Pero me callé que pensaba que nunca llegarían a hacerlo; que supuse que con Müller, y posiblemente Nebe y König también, arrestados por Belinsky y la gente del Crowcass, la necesidad de buscar a Heim no llegaría a producirse; que pensaba que, hasta que terminara la reunión en Grinzing, había dejado a König a la espera y que no empezaría a buscar a su dentista muerto.
– ¿Por qué pensarían que tú podrías encontrarla?
– Antes de la guerra era detective en la policía de Berlín.
– Tendría que haberlo sabido -gruñó.
– En realidad no -dije enderezándome la corbata y poniéndome un cigarrillo en la boca, un cigarrillo que tenía un sabor amargo-, pero yo sí que tendría que haber sabido que tu amigo era lo bastante arrogante como para empezar a buscar a Heim por sí mismo. Fui un estúpido al creer que esperaría. -Me puse el abrigo y cogí el sombrero-. ¿Crees que pueden haberla llevado a Grinzing? -le pregunté.
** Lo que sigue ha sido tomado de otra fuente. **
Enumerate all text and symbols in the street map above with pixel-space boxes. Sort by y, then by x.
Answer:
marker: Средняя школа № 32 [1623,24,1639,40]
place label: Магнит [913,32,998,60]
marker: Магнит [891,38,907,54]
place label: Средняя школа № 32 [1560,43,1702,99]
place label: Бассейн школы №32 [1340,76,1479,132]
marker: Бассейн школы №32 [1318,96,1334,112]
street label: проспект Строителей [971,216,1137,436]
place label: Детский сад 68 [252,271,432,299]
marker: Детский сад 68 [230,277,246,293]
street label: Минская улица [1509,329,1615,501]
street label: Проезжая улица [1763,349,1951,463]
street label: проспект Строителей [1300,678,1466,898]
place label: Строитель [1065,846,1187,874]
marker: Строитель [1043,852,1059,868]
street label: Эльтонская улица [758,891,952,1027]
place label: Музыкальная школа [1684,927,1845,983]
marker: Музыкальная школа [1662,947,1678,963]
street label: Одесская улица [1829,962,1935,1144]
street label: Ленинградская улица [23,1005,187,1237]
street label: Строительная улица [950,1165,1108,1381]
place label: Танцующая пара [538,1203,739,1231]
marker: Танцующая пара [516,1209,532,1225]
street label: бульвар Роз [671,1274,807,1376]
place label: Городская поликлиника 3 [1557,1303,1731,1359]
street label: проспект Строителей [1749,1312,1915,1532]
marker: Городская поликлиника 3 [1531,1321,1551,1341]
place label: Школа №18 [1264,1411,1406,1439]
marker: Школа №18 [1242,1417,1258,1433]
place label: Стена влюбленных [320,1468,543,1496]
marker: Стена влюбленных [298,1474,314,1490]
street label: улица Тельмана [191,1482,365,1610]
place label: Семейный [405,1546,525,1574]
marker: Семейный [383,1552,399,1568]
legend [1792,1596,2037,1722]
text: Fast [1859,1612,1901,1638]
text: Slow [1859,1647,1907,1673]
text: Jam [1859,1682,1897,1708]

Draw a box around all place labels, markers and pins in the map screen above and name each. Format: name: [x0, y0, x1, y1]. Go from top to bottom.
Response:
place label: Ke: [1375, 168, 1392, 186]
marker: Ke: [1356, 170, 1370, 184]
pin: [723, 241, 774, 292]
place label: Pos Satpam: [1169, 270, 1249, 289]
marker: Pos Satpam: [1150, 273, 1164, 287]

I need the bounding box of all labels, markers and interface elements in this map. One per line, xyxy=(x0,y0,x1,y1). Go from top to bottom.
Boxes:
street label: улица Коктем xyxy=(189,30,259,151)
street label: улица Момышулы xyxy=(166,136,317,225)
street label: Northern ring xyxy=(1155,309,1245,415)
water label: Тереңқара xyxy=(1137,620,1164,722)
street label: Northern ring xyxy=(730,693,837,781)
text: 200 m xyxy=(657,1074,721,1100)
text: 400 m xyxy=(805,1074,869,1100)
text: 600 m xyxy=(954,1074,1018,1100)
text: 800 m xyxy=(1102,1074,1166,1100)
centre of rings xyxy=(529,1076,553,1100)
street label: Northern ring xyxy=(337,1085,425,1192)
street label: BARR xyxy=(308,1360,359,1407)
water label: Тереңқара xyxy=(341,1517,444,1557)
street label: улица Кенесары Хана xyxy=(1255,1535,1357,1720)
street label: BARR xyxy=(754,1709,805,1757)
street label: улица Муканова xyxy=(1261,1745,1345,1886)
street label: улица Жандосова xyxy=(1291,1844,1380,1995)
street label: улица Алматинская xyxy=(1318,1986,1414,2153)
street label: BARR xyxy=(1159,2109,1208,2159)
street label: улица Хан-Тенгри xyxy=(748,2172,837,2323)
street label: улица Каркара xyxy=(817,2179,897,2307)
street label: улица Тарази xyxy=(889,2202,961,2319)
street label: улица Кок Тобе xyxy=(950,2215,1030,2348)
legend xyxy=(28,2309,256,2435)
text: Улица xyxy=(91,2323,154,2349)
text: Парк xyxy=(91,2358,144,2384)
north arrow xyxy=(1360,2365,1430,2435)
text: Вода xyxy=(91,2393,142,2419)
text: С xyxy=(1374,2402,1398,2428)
– Ahora que lo pienso, me pareció que iban a la habitación de Veronika, donde sea que esté. Pero si no está allí, Grinzing es un sitio tan bueno como cualquier otro.
– Bueno, confiemos en que esté en casa.
Pero incluso mientras hablaba, mi instinto me decía que no era nada probable.
Lotte se levantó. La chaqueta le cubría el pecho y la parte superior del cuerpo, pero dejaba al descubierto la mata ardiente que hacía poco me había hablado tan convincentemente y me había dejado tan irritado como un conejo despellejado.
– ¿Y qué pasa conmigo? -dijo en voz baja-. ¿Qué voy a hacer?
– ¿Tú? -Con un gesto señalé su desnudez-. Guarda la magia y vete a casa.